Since the release of the Institute of Medicine (now known as the National Academies of Medicine) landmark report Unequal Treatment (https://bit.ly/34K3nnM), we have seen overwhelming evidence of the numerous ways that bias, racialized policies, and everyday racism negatively affect the health of Black Americans. There is a clear need to fight the institutionalization of functionally racist policies in Medicaid. The White House and CMS have enabled and encouraged states to pursue policies that will hurt Americans who find themselves on the margins, particularly Black Americans who have suffered generations of structural racism. Whether you choose to believe that these policies were designed to be racist or not, the end result is the same. Functional racism is still racism. The social safety net should be a mechanism to help reverse institutional racism and health disparities, not exacerbate them.
Racism is itself a public health crisis.

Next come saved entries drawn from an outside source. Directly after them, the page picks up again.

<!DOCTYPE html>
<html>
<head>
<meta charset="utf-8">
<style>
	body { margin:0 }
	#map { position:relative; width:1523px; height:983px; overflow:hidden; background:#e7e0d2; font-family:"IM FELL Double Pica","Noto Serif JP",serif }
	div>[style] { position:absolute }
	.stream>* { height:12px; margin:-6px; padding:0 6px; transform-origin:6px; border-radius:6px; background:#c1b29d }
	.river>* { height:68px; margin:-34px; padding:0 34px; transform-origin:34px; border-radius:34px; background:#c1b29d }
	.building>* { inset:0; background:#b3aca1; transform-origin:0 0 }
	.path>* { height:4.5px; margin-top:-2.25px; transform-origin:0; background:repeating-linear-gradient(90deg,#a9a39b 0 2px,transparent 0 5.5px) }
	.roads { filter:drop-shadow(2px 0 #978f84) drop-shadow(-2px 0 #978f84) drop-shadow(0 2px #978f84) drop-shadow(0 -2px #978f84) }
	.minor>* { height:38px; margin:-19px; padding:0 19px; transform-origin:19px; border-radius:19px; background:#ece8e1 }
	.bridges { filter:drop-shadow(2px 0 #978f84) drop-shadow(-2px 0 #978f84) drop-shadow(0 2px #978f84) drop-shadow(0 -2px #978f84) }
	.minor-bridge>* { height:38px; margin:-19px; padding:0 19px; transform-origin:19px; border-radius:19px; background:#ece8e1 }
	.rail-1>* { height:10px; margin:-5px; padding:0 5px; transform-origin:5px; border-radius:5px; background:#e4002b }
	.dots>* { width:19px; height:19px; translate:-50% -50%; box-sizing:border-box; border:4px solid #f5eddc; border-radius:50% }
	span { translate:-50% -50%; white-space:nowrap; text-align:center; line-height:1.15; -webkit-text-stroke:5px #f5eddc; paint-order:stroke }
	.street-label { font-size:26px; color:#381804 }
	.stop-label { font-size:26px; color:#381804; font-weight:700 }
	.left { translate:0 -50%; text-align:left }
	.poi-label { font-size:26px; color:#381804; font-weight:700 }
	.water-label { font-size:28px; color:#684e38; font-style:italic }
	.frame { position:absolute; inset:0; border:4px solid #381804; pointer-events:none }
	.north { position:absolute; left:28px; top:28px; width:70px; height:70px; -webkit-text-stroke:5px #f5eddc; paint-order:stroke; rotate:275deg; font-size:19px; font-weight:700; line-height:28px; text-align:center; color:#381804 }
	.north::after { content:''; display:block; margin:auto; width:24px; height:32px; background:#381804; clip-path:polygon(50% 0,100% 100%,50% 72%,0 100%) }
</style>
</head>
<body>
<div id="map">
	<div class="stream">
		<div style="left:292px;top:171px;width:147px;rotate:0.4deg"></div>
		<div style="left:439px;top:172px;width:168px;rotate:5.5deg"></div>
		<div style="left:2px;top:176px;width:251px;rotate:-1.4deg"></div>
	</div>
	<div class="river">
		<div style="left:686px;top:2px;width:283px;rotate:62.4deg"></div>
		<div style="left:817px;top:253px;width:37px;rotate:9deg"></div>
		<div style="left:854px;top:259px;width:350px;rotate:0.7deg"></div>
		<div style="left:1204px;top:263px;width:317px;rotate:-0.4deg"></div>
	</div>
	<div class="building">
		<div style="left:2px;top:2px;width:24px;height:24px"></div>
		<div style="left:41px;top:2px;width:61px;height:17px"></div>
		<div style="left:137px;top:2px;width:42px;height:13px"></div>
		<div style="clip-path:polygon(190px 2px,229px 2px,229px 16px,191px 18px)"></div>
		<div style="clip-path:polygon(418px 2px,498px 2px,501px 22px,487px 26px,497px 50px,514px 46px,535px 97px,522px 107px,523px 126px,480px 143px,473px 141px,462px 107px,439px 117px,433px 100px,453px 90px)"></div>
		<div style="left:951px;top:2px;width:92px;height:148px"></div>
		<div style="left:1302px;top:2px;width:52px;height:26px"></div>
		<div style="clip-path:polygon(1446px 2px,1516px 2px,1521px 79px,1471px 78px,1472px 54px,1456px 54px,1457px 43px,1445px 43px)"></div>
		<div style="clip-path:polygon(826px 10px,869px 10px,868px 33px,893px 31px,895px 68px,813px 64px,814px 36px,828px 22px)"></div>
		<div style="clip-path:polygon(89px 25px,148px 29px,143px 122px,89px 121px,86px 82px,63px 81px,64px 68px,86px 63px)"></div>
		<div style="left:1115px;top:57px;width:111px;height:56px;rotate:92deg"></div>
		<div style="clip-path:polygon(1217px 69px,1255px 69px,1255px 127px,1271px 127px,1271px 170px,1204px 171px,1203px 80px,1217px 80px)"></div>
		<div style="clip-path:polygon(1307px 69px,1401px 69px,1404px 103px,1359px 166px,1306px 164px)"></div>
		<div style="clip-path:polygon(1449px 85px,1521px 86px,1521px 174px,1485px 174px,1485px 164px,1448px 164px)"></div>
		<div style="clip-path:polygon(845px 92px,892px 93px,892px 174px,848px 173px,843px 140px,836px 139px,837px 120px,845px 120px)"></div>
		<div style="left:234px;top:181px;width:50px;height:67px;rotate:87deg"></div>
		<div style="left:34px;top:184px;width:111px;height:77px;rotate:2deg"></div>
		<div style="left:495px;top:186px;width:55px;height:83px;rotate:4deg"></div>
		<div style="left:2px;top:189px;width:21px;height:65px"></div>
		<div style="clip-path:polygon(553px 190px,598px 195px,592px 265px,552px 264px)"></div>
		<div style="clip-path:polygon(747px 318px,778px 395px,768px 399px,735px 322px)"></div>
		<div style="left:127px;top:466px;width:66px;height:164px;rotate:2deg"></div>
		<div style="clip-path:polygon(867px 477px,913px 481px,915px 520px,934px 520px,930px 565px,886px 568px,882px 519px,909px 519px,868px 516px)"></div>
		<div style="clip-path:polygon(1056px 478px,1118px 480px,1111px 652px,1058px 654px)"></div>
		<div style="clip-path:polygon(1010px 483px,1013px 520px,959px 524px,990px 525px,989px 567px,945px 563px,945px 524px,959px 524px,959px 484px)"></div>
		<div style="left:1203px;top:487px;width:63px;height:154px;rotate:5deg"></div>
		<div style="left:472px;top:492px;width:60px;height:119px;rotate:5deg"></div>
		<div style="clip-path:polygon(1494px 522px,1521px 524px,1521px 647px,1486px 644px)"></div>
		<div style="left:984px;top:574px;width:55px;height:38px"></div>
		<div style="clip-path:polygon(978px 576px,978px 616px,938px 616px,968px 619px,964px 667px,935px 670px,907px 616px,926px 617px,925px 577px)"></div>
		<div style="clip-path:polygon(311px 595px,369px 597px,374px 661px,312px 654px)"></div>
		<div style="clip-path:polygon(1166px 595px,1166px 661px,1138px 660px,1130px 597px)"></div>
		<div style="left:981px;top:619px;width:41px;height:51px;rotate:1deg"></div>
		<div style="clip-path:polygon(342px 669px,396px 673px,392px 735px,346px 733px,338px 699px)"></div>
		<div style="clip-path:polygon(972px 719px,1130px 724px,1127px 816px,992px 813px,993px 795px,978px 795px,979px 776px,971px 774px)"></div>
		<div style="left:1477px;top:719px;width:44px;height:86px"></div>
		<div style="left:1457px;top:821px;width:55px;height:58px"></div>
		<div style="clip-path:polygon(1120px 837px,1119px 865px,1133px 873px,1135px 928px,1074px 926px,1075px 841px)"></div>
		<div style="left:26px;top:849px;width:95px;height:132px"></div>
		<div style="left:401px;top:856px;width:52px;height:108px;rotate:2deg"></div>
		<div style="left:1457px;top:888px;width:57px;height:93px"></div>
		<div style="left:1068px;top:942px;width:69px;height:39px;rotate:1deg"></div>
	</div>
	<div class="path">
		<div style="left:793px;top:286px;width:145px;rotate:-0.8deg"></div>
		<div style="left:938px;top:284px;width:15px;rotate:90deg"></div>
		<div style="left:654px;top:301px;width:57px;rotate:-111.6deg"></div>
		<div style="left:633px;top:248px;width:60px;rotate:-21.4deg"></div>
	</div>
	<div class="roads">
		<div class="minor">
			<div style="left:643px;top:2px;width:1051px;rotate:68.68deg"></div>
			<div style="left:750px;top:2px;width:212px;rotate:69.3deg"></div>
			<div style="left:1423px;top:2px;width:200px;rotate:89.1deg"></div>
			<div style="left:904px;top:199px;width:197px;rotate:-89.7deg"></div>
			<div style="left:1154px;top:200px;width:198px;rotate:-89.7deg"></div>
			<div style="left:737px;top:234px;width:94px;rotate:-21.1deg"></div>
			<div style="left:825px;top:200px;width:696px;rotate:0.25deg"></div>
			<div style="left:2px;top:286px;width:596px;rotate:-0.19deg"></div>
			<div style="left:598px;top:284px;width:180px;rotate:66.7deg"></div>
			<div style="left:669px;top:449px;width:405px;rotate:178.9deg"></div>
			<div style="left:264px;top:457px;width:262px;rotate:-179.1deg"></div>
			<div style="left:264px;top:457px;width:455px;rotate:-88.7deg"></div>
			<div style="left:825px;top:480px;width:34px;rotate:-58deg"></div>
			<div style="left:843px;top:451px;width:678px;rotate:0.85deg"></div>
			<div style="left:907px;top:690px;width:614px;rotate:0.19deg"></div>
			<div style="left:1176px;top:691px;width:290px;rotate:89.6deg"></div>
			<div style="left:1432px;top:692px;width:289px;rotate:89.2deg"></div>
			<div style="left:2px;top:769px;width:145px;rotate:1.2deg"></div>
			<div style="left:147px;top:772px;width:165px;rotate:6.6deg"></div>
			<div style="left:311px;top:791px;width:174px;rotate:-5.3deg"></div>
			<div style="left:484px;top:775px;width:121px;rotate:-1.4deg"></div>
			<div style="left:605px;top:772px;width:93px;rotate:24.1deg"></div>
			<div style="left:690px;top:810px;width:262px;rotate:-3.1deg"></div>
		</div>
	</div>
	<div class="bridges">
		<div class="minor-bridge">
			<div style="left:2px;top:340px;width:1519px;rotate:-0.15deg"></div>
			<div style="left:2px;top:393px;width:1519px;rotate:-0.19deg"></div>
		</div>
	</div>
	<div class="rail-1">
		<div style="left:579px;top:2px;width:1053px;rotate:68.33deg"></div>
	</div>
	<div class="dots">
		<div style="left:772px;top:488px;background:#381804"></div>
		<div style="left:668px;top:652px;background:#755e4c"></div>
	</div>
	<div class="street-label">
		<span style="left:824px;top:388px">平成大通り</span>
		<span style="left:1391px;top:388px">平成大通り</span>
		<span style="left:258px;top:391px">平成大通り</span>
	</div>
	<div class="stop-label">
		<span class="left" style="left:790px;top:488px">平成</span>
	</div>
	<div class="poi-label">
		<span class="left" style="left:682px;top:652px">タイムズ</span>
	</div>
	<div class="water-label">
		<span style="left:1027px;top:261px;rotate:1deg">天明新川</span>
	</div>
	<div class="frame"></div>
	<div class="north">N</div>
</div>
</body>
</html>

Our failure to name it and treat it as one has perpetuated health inequities among racial and ethnic minorities for many generations.7 We are now faced with a unique opportunity to look internally as a field and country, to actively recognize and dismantle hundreds of years of dogma and discriminatory policies that have adversely affected the health and well-being of Black communities, starting with emerging threats to Medicaid.
ACKNOWLEDGMENTS
The research for this editorial was supported by the Laura and John Arnold Foundation (translation and dissemination of health policy–relevant research grant 55206264).
CONFLICTS OF INTEREST
The authors have no conflicts of interest to declare.